### About this exercise
Pictures excluded, reproduce exactly the lines below from the one with "Give me a JSON" through the one with "Task: Build a", both included.

### Material to process
▬▬▬▬▬▬

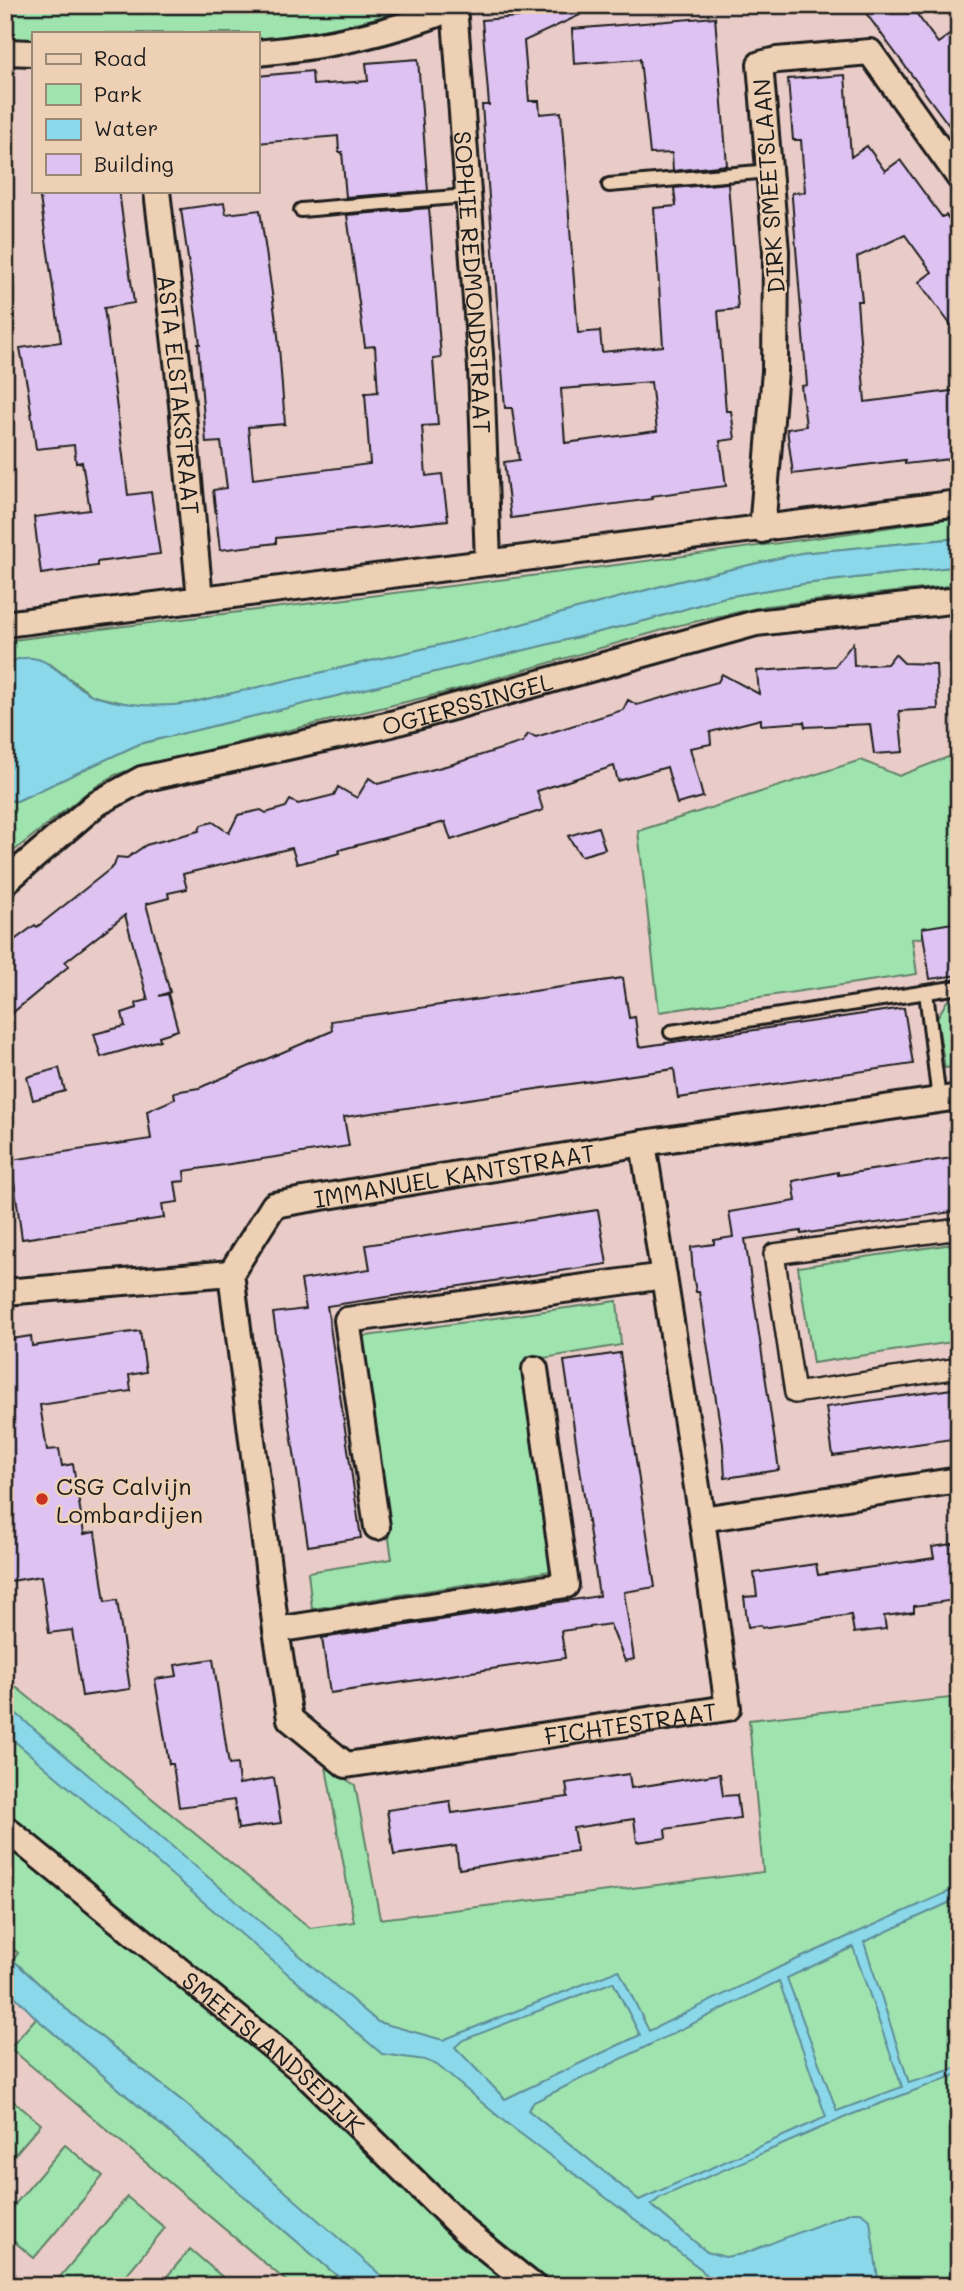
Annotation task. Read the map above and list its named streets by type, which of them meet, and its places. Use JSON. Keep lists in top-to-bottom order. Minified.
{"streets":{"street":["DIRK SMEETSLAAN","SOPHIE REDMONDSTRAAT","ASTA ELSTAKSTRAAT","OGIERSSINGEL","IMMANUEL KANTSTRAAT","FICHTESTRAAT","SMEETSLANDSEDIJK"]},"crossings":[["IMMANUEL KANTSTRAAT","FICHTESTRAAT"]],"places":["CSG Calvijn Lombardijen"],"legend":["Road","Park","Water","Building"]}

▬▬▬▬▬▬

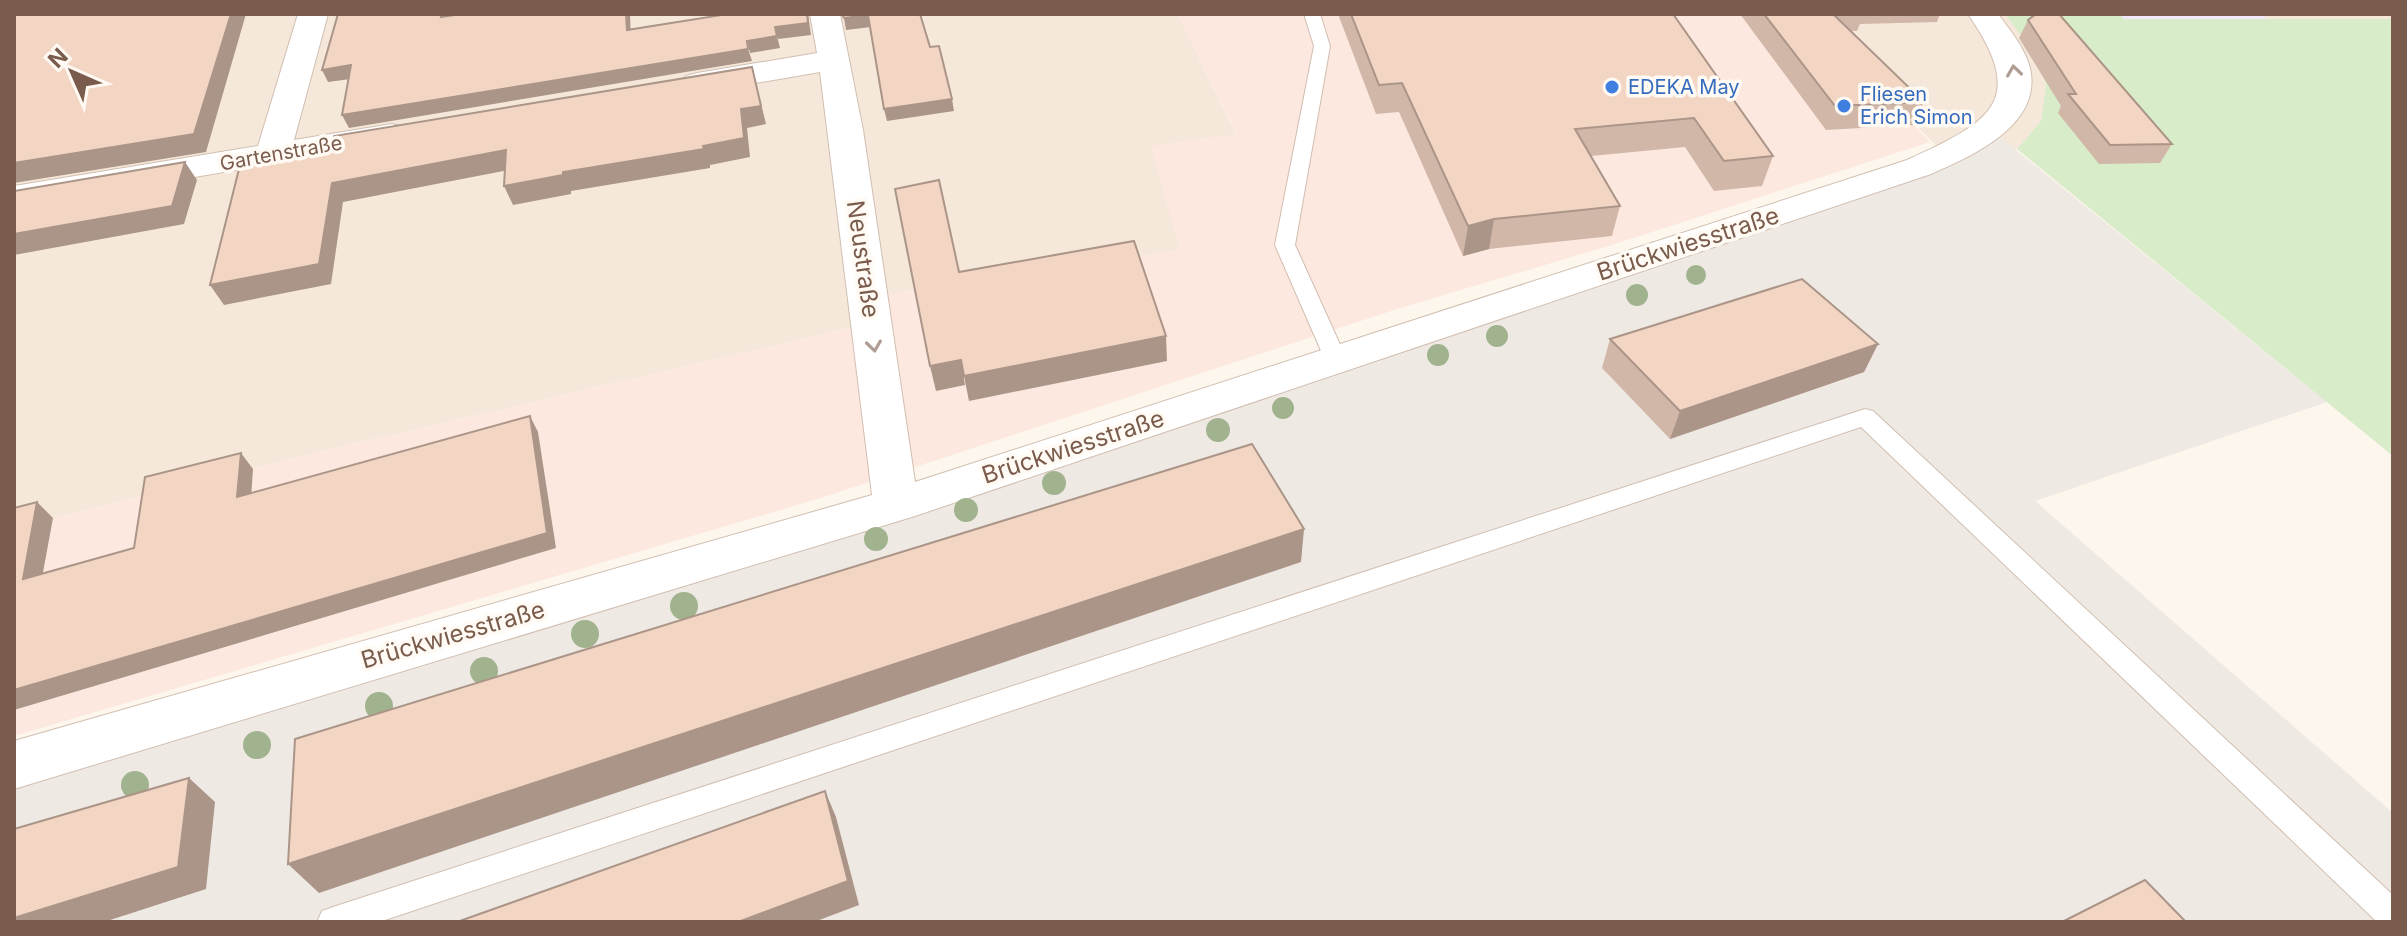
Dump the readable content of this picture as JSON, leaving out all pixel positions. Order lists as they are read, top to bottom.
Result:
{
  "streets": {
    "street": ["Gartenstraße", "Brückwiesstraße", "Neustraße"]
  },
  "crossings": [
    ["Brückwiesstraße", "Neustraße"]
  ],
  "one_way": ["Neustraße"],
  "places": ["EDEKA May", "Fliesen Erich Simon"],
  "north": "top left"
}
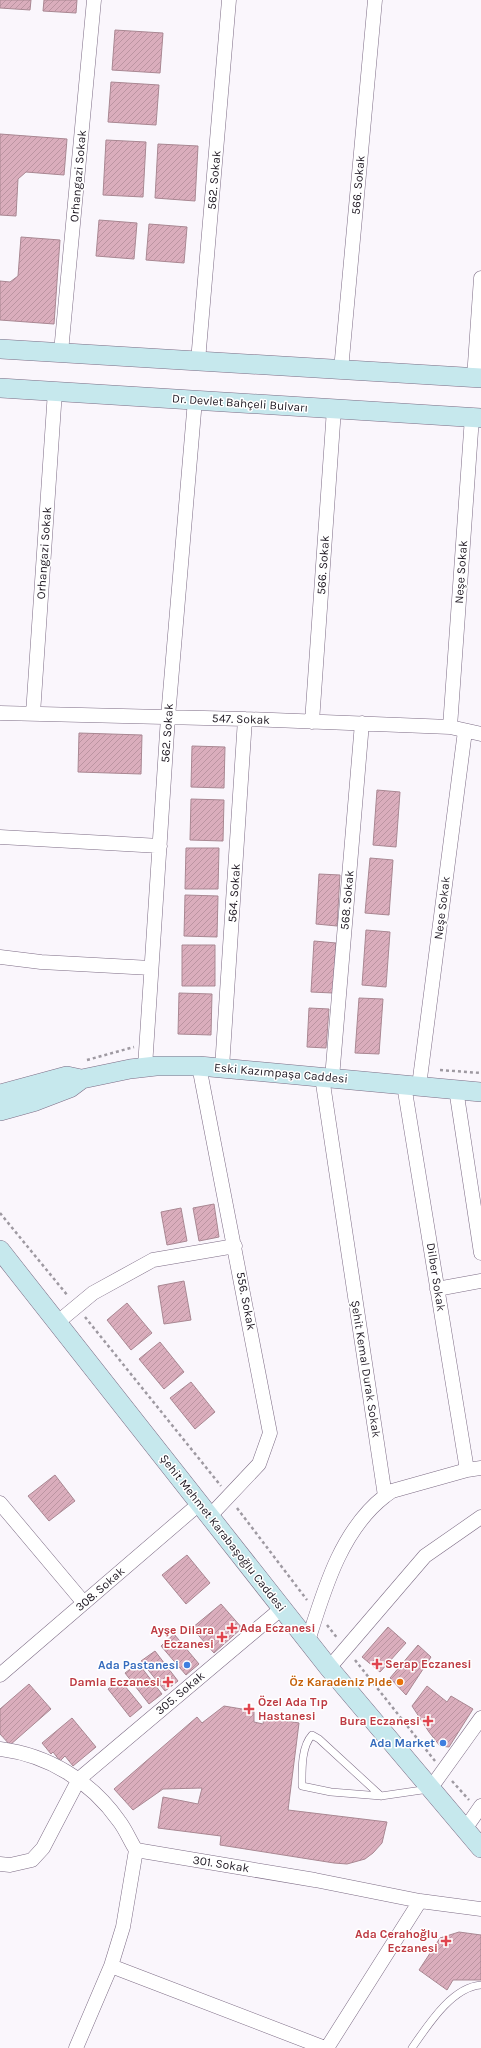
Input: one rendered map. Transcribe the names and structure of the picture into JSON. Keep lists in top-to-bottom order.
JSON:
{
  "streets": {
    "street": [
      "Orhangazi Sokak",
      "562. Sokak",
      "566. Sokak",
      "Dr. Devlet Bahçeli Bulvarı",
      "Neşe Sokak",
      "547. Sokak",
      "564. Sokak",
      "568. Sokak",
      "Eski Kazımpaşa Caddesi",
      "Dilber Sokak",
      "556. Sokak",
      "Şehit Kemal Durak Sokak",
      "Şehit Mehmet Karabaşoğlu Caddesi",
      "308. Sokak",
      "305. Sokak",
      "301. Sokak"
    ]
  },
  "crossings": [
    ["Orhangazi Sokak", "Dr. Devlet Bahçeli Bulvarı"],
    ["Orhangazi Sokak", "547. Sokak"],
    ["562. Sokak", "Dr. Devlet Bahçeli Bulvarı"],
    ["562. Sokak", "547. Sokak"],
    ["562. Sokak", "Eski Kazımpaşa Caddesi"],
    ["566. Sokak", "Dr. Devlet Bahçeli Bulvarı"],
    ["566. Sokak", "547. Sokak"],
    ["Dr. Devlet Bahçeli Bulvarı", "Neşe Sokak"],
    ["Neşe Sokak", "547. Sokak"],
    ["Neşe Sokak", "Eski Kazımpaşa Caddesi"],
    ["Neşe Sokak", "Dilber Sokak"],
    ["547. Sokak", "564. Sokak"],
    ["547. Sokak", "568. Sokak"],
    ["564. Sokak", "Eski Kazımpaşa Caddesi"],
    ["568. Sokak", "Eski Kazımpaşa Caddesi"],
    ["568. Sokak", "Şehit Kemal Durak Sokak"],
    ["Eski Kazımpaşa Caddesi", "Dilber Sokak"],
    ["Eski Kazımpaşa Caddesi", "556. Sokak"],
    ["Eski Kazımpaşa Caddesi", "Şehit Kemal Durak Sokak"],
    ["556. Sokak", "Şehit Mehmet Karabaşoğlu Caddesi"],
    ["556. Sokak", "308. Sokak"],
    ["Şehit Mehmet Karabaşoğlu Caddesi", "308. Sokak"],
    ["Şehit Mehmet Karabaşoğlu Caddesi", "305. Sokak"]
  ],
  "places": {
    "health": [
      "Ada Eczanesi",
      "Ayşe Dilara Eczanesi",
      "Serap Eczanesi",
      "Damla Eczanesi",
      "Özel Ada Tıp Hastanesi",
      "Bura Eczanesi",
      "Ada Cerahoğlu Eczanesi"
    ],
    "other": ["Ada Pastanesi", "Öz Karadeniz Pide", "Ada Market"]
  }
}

▬▬▬▬▬▬

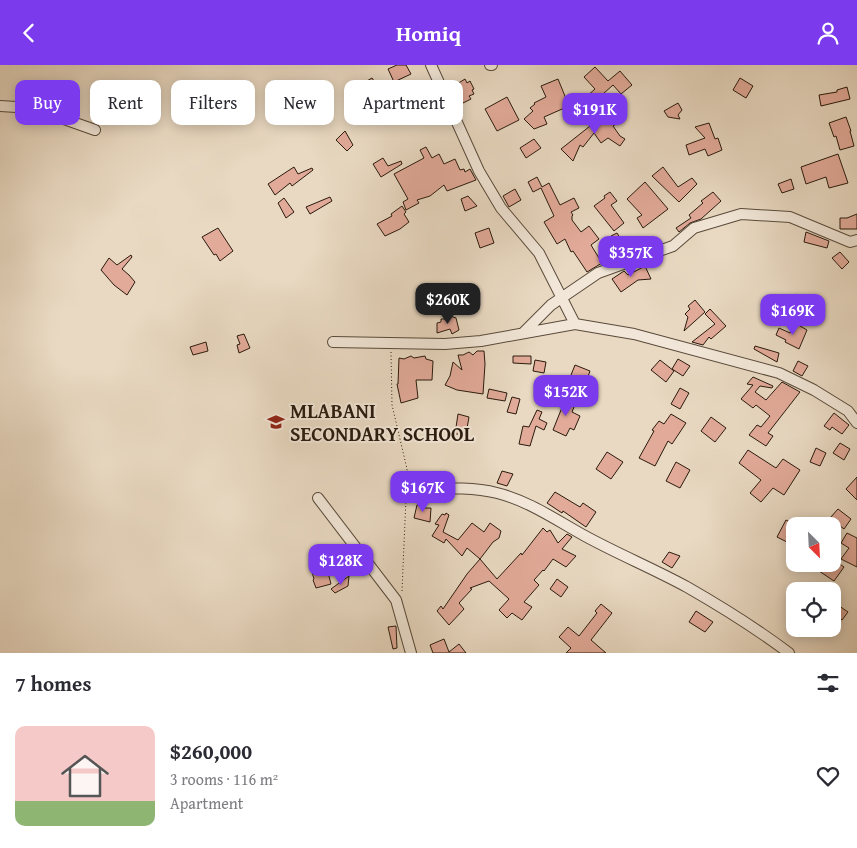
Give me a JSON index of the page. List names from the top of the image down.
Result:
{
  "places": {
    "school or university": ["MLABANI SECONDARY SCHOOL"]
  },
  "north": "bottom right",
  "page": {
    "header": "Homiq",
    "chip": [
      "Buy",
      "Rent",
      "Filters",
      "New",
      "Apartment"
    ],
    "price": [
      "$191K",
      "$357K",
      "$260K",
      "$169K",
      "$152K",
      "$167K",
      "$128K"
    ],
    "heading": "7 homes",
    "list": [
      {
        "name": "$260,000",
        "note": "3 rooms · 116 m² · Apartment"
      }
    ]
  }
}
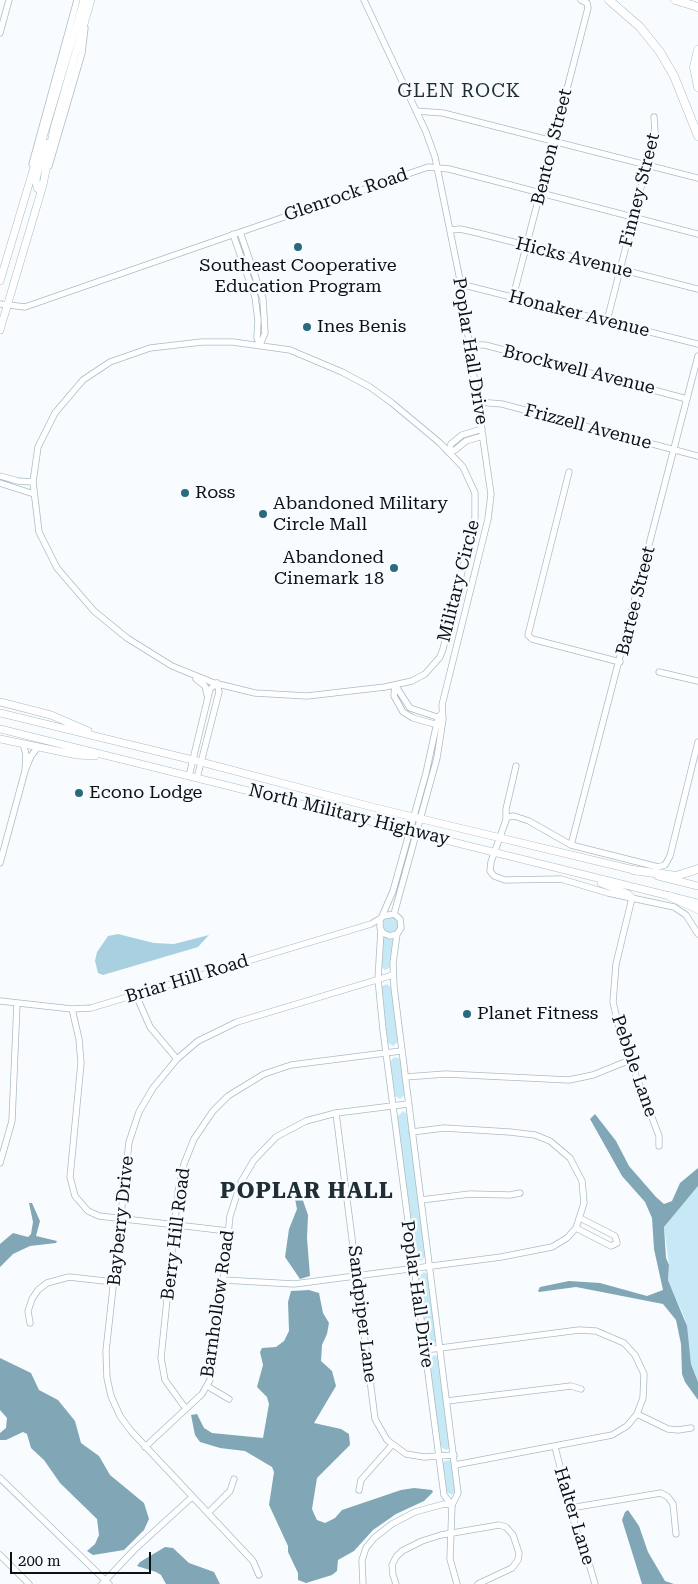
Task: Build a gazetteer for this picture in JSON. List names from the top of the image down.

▬▬▬▬▬▬

### Response area
Give me a JSON index of the page. List names from the top of the image down.
Result:
{
  "places": {
    "school or university": ["MLABANI SECONDARY SCHOOL"]
  },
  "north": "bottom right",
  "page": {
    "header": "Homiq",
    "chip": [
      "Buy",
      "Rent",
      "Filters",
      "New",
      "Apartment"
    ],
    "price": [
      "$191K",
      "$357K",
      "$260K",
      "$169K",
      "$152K",
      "$167K",
      "$128K"
    ],
    "heading": "7 homes",
    "list": [
      {
        "name": "$260,000",
        "note": "3 rooms · 116 m² · Apartment"
      }
    ]
  }
}
Task: Build a gazetteer for this picture in JSON. List names from the top of the image down.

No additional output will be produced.